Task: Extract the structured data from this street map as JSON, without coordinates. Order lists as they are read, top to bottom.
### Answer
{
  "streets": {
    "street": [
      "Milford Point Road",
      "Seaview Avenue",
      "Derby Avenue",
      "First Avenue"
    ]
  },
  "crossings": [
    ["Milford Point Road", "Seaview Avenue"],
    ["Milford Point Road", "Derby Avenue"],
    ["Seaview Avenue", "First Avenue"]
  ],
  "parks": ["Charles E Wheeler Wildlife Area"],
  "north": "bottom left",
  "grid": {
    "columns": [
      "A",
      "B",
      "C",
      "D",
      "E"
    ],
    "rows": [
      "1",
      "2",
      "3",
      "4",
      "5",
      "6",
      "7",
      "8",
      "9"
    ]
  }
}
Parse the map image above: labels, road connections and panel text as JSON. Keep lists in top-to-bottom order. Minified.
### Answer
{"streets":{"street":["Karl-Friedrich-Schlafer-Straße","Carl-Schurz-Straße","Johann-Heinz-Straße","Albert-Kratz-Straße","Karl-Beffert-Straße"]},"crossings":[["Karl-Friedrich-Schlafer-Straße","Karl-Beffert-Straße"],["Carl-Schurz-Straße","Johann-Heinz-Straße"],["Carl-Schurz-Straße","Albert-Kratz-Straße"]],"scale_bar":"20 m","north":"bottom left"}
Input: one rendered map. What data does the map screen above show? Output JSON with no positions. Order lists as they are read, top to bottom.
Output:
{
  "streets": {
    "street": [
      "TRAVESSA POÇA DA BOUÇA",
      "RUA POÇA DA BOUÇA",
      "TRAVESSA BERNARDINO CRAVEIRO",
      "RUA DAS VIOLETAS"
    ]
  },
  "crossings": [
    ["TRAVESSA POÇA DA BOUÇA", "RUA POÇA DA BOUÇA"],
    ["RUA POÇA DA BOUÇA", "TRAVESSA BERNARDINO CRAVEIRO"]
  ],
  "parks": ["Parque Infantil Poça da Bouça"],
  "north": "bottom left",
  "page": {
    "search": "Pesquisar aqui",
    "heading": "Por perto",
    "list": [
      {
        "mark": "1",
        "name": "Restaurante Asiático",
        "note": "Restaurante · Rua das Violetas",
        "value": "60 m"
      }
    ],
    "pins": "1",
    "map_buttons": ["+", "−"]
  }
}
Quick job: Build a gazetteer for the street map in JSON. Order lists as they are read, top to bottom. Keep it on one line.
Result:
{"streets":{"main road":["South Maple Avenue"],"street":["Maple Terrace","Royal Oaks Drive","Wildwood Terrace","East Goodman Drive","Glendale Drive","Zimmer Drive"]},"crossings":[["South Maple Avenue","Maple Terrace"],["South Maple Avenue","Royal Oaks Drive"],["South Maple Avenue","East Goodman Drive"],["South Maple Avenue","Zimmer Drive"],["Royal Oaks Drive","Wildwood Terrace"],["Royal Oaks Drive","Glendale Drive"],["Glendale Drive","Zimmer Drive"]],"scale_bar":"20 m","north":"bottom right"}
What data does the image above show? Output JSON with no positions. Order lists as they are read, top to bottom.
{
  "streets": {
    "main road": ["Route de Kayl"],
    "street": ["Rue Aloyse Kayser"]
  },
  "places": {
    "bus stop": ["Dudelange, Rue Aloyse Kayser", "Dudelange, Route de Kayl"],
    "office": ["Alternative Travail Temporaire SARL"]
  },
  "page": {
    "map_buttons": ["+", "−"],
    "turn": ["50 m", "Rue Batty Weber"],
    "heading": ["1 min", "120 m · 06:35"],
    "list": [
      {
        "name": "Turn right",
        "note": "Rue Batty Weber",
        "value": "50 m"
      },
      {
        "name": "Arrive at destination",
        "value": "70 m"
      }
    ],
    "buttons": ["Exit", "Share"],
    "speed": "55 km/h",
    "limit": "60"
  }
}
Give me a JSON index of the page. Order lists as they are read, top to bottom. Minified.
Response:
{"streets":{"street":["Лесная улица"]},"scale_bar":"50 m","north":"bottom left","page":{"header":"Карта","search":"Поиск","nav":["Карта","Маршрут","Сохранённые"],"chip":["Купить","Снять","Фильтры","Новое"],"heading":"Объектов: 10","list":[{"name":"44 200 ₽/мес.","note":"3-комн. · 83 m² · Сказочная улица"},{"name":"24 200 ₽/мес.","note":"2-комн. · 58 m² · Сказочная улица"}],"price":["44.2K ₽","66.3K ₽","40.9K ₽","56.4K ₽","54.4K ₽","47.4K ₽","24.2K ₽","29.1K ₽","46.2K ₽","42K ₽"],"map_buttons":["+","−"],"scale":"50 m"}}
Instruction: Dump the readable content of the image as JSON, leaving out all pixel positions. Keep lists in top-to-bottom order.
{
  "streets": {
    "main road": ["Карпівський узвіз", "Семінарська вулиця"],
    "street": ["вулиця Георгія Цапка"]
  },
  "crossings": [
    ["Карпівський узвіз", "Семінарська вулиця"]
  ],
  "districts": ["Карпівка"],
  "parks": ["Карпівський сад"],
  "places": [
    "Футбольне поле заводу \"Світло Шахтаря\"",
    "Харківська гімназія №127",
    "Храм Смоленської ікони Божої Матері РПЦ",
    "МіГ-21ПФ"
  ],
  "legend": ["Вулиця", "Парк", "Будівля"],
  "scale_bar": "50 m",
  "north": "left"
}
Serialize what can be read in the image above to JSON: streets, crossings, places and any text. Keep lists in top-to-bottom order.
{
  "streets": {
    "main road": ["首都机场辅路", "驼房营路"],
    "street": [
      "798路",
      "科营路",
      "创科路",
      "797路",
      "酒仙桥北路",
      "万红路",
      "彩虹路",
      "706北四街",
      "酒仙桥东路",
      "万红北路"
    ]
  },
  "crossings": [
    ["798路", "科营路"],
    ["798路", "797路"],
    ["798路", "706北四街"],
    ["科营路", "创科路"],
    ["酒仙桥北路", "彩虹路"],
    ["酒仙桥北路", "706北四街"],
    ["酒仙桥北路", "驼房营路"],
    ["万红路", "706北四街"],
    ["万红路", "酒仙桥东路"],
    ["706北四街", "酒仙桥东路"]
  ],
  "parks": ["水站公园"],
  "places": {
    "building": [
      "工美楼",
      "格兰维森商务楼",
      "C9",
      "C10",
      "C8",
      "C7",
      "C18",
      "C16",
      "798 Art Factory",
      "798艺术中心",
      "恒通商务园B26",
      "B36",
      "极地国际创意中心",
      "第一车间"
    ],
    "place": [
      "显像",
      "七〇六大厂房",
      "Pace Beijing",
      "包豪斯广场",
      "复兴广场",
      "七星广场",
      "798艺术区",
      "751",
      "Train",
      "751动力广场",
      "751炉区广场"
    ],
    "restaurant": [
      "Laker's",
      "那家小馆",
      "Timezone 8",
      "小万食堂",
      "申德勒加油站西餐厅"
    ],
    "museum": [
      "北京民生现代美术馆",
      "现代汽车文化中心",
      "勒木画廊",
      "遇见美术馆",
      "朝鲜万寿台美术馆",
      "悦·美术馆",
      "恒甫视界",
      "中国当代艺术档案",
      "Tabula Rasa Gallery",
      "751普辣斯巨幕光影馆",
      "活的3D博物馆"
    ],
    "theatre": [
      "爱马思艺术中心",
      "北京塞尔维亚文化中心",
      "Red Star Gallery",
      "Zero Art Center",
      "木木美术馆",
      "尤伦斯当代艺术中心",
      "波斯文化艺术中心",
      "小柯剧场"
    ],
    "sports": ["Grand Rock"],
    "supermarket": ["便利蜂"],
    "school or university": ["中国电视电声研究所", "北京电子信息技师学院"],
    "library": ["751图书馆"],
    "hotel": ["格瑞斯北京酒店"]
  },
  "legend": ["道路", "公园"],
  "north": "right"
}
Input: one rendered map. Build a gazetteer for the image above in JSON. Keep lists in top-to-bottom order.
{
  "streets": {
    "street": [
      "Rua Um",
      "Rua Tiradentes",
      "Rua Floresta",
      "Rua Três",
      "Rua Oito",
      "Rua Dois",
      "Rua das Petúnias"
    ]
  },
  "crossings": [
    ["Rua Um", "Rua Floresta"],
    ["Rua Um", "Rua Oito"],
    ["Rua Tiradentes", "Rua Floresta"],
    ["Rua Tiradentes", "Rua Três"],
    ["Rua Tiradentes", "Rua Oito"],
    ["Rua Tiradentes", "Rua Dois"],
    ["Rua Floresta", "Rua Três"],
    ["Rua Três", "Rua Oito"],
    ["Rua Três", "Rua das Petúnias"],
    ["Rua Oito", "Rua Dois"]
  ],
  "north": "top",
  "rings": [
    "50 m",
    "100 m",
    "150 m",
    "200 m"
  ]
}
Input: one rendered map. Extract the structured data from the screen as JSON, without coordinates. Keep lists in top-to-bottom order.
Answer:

=== Work instructions ===
The answer should consist of every line from the listing above that includes the word "Minified".

=== Output of the exercise ===
Parse the map image above: labels, road connections and panel text as JSON. Keep lists in top-to-bottom order. Minified.
Give me a JSON index of the page. Order lists as they are read, top to bottom. Minified.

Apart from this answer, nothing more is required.